Albergues para longevos

La sociedad que margina a sus decanos se aniquila a sí misma, pues renuncia a su reminiscencia y a su sabiduría.

Están en la plenitud de su existencia y sólo logran contemplar el ahora, una franqueza que los segrega por llevar durando casi un siglo de supervivencia, por escoltar marcada en sus semblantes las taras de la ancianidad.
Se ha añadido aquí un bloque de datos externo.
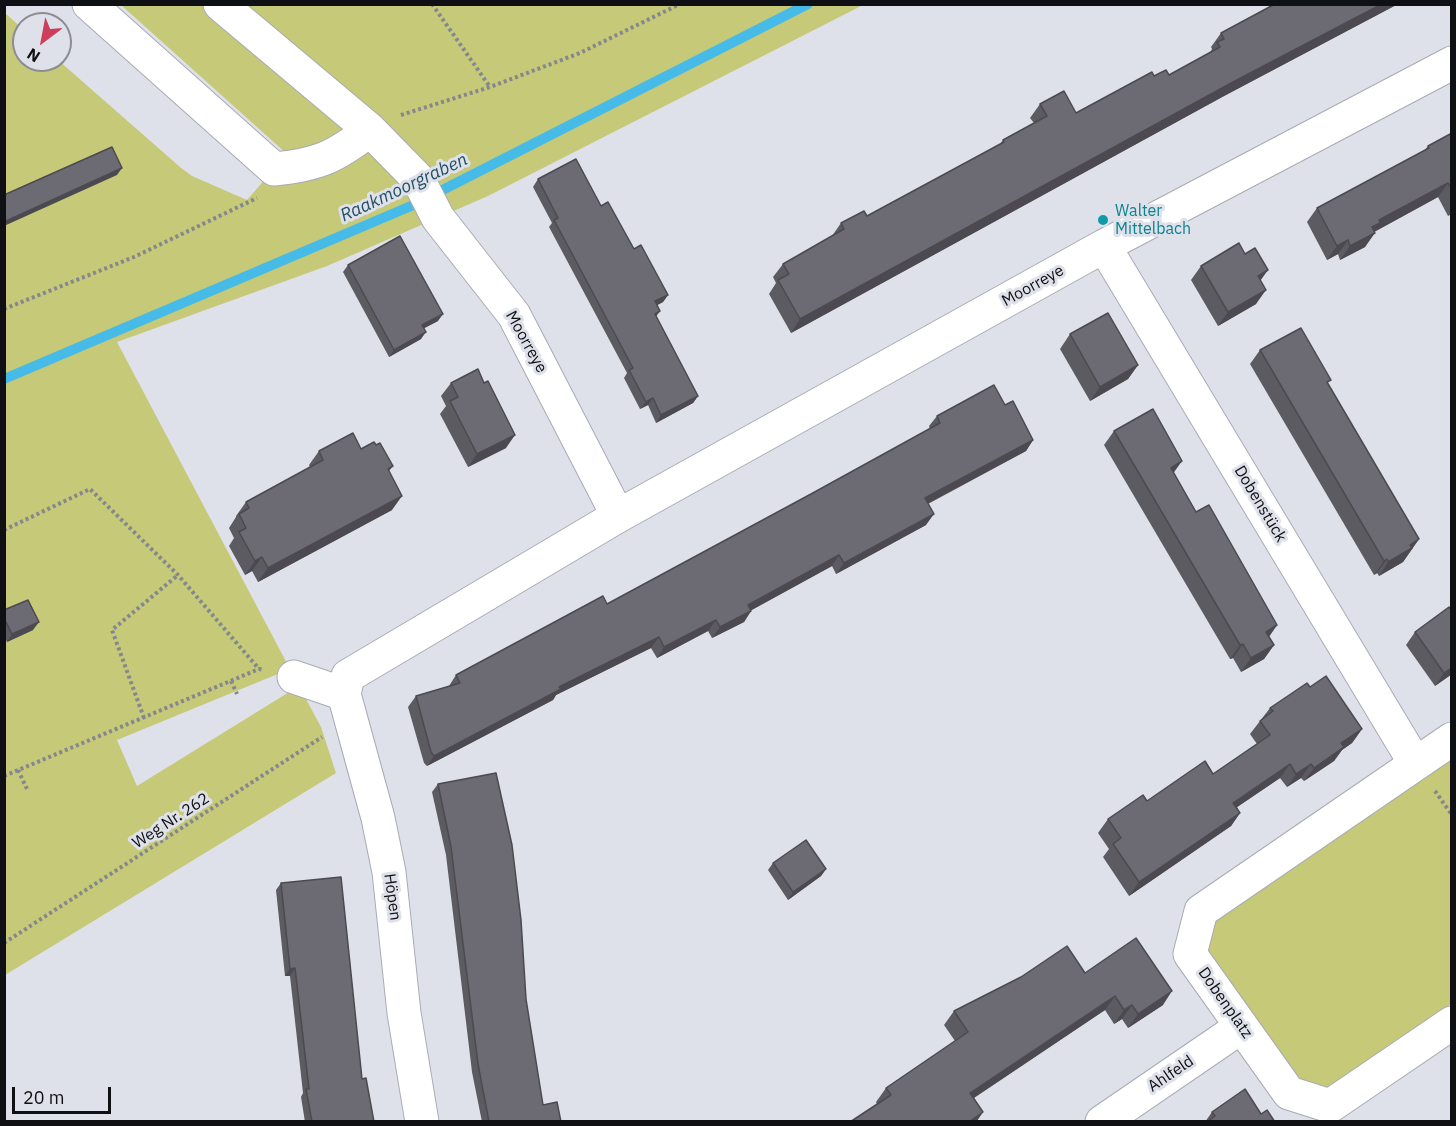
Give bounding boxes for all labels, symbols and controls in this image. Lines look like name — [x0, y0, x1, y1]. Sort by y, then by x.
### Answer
north arrow — [12, 12, 72, 72]
text: N — [23, 44, 44, 67]
water label: Raakmoorgraben — [337, 149, 471, 227]
place label: Walter Mittelbach — [1115, 201, 1191, 239]
marker: Walter Mittelbach — [1096, 213, 1110, 227]
street label: Moorreye — [999, 261, 1067, 311]
street label: Moorreye — [501, 308, 551, 376]
street label: Dobenstück — [1230, 462, 1290, 546]
street label: Weg Nr. 262 — [129, 789, 213, 853]
street label: Höpen — [379, 872, 405, 922]
street label: Dobenplatz — [1194, 964, 1256, 1042]
street label: Ahlfeld — [1144, 1052, 1198, 1096]
scale bar — [15, 1075, 114, 1113]
text: 20 m — [23, 1086, 65, 1109]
Pero la tragedia no se finiquita aquí, las cifras de longevos que fenecen desamparados en sus hogares y cuyos cuerpos son recuperados cuando la fetidez inunda los patios, también continua aumentando.   El incesante malogro de las virtudes, entre las que la deferencia a los viejos ha ocupado, durante lapsos, un lugar egregio en todo tipo de civilizaciones, ha convergido en la separación drástica de nuestros añosos padres, cuando no del zarandeo. Cerca de 300.000 abuelos soportan violencias, en sus recintos hogareños.   El estudio sobre el estado de la “Tercera Edad en España” causa una insondable congoja. En tres años, la ofensa hacia los ochentones ha subido un 82 por ciento. Atropellos corporales, morales, libidinosos y estragos económicos. En más de la mitad de las ocasiones, los propios descendientes, son los maltratadores.   La población española se avejenta a marchas azuzadas. Los actuales seis millones de longevos se habrán multiplicado en pocos años, empeorando una incertidumbre que no se soluciona aumentando la cuota de albergues.   La sociedad que margina a sus decanos se aniquila a sí misma, pues renuncia a su reminiscencia y a su sabiduría.    “Álzate ante una cabeza blanca y honra la persona del anciano. En los ancianos está el saber, y en la longevidad, la sensatez”, se lee en el Antiguo Testamento.